Task item: Lift out each line of the data that holds "lines".

--- Supplied data Enclosed Below ---

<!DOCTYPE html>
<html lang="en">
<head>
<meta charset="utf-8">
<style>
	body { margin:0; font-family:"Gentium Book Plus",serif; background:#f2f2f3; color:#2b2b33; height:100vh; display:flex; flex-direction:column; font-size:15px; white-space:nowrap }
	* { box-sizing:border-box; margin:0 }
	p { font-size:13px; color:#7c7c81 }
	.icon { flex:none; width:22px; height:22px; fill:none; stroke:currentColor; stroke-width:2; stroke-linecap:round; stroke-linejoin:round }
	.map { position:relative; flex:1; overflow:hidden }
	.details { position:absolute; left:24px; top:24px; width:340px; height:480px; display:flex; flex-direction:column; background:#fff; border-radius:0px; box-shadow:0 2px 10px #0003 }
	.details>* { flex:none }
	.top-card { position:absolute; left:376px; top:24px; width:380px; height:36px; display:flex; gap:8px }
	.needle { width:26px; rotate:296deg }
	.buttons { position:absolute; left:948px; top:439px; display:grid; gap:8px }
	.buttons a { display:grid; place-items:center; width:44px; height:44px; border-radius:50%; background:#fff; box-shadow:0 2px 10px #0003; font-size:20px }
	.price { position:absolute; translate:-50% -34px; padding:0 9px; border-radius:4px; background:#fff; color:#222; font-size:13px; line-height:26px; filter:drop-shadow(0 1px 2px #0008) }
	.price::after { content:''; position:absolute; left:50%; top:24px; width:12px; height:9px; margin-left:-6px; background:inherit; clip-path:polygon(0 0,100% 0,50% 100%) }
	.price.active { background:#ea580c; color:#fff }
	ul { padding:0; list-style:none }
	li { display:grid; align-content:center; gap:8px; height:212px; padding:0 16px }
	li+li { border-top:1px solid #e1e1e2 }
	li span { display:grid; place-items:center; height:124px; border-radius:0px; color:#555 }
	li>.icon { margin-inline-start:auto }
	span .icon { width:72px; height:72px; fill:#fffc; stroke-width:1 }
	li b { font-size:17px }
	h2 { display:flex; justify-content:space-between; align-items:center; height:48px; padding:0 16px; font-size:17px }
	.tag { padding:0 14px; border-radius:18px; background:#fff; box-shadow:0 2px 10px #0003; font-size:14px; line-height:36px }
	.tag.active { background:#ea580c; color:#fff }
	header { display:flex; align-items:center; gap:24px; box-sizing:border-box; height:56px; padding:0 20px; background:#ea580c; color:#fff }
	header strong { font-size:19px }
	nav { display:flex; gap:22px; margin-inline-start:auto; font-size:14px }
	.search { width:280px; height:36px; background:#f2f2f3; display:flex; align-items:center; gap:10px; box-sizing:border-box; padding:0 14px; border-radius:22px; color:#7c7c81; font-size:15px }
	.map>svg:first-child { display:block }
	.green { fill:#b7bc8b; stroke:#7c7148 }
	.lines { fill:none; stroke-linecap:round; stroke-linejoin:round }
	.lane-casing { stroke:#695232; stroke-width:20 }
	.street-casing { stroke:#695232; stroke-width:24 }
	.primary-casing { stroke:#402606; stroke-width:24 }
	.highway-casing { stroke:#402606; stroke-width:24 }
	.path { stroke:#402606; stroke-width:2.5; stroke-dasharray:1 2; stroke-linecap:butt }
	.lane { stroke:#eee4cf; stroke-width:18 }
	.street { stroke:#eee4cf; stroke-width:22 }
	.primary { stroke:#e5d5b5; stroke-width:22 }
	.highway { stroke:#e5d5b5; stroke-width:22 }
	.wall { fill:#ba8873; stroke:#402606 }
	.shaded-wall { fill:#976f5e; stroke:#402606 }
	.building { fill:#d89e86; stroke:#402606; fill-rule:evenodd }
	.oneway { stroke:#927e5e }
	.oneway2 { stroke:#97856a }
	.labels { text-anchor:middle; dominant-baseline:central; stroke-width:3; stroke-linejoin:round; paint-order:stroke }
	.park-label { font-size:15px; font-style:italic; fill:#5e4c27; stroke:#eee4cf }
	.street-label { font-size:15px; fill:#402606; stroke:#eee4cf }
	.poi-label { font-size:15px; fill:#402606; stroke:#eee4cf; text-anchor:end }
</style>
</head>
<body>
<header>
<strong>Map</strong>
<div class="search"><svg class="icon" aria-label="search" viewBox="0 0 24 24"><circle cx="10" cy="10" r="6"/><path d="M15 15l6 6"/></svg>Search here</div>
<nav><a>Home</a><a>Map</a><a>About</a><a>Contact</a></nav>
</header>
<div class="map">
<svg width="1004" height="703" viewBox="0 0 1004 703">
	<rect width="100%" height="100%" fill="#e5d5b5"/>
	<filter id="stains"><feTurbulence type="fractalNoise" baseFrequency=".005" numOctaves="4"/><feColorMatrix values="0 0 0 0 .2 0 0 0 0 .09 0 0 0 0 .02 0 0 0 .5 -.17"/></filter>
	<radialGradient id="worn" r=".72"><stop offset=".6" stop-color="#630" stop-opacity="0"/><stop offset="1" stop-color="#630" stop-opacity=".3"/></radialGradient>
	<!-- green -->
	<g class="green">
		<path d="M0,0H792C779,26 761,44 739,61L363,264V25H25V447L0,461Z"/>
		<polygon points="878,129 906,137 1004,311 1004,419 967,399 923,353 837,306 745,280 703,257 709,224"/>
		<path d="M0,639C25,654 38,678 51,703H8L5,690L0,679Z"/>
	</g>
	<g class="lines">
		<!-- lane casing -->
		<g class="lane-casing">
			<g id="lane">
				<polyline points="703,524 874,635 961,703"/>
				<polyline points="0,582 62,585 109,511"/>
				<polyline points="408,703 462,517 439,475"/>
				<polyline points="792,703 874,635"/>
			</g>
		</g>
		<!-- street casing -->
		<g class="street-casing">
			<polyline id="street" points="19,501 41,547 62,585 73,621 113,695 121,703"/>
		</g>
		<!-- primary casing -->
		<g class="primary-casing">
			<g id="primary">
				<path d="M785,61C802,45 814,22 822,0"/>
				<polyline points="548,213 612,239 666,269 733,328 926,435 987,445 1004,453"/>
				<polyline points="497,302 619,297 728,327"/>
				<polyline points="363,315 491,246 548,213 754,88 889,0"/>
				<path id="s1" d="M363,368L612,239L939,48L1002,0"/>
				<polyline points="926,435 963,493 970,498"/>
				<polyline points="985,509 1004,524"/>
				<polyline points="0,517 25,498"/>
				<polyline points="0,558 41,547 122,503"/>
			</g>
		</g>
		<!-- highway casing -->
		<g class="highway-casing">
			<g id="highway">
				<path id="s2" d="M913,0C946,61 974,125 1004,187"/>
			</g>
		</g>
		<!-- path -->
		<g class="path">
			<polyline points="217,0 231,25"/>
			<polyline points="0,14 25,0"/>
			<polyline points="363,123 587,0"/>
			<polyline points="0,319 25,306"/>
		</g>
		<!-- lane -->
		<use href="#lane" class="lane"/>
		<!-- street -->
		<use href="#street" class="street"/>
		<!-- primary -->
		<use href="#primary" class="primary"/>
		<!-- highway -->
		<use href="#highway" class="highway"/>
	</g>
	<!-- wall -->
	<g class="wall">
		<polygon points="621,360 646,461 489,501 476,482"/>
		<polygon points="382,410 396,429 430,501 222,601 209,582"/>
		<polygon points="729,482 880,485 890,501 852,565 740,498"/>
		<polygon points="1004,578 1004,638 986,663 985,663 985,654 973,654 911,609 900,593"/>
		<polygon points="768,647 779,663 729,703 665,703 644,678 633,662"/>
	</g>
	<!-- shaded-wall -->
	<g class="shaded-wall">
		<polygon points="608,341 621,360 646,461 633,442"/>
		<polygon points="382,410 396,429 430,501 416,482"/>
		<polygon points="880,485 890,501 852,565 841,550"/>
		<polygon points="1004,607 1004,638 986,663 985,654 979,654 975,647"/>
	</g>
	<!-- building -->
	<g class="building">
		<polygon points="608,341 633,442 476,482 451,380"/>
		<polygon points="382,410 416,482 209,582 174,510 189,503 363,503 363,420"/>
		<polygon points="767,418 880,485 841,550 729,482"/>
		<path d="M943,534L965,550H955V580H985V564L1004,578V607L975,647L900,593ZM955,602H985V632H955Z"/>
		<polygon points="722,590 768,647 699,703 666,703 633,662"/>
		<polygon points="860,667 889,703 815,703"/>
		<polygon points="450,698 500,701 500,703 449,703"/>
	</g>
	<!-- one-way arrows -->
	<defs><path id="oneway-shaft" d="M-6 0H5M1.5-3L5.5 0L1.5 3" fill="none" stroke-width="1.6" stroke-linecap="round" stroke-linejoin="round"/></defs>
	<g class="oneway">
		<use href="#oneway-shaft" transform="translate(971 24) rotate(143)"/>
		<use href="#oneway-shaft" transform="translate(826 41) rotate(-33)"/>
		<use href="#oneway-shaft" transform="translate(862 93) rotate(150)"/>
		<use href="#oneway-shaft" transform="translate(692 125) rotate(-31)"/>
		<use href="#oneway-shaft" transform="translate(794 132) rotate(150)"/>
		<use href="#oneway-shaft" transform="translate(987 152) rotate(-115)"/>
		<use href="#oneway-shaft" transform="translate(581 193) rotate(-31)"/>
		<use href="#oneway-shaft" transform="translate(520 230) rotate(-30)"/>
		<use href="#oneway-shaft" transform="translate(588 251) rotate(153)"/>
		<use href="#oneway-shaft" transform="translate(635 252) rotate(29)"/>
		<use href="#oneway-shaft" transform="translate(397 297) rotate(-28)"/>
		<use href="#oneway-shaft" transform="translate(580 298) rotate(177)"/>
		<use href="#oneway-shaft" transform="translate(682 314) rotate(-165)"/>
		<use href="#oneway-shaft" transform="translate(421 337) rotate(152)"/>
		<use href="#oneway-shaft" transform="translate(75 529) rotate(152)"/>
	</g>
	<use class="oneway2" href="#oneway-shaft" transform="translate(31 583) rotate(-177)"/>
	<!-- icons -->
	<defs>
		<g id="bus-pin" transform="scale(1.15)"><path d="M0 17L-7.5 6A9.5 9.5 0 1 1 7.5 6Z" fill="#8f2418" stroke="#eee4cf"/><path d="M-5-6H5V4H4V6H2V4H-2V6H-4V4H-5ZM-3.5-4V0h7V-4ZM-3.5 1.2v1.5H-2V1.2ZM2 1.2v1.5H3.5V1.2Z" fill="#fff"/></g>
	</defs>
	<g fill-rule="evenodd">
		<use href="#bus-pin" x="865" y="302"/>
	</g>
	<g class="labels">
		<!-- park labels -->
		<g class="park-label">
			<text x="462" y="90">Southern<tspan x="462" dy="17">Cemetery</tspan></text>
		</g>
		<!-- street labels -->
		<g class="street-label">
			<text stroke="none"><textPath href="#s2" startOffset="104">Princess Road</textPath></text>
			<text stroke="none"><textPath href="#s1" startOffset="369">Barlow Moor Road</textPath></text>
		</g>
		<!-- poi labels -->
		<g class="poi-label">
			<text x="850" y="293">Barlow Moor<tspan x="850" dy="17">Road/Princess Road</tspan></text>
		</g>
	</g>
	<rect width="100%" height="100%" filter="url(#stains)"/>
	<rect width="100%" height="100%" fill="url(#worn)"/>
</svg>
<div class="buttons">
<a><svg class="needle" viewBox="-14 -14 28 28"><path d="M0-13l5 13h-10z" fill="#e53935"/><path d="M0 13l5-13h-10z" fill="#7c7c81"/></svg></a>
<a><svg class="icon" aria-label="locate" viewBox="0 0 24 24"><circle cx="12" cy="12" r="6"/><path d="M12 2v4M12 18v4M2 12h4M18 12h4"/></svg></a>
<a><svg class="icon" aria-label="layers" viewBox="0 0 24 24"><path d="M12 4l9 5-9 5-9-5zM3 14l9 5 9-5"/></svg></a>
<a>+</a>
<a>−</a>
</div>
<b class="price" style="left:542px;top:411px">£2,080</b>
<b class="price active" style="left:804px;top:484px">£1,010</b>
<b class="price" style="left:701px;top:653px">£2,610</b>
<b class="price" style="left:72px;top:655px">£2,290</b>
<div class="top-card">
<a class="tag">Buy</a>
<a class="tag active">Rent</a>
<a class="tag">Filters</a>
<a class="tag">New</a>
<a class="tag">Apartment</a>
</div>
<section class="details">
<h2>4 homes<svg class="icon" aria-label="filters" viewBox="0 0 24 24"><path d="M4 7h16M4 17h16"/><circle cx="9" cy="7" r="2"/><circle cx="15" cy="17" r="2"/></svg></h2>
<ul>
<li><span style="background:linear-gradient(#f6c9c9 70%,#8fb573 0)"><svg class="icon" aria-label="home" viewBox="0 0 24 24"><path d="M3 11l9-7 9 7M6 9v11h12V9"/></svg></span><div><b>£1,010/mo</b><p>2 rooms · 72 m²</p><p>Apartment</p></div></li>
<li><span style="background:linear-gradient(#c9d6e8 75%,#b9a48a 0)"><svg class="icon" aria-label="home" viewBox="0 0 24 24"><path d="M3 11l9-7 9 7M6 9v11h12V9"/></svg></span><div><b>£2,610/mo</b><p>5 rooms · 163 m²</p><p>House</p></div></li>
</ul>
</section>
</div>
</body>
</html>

--- End of Enclosed Supplied data ---

Response to the exercise:
	.lines { fill:none; stroke-linecap:round; stroke-linejoin:round }
	<g class="lines">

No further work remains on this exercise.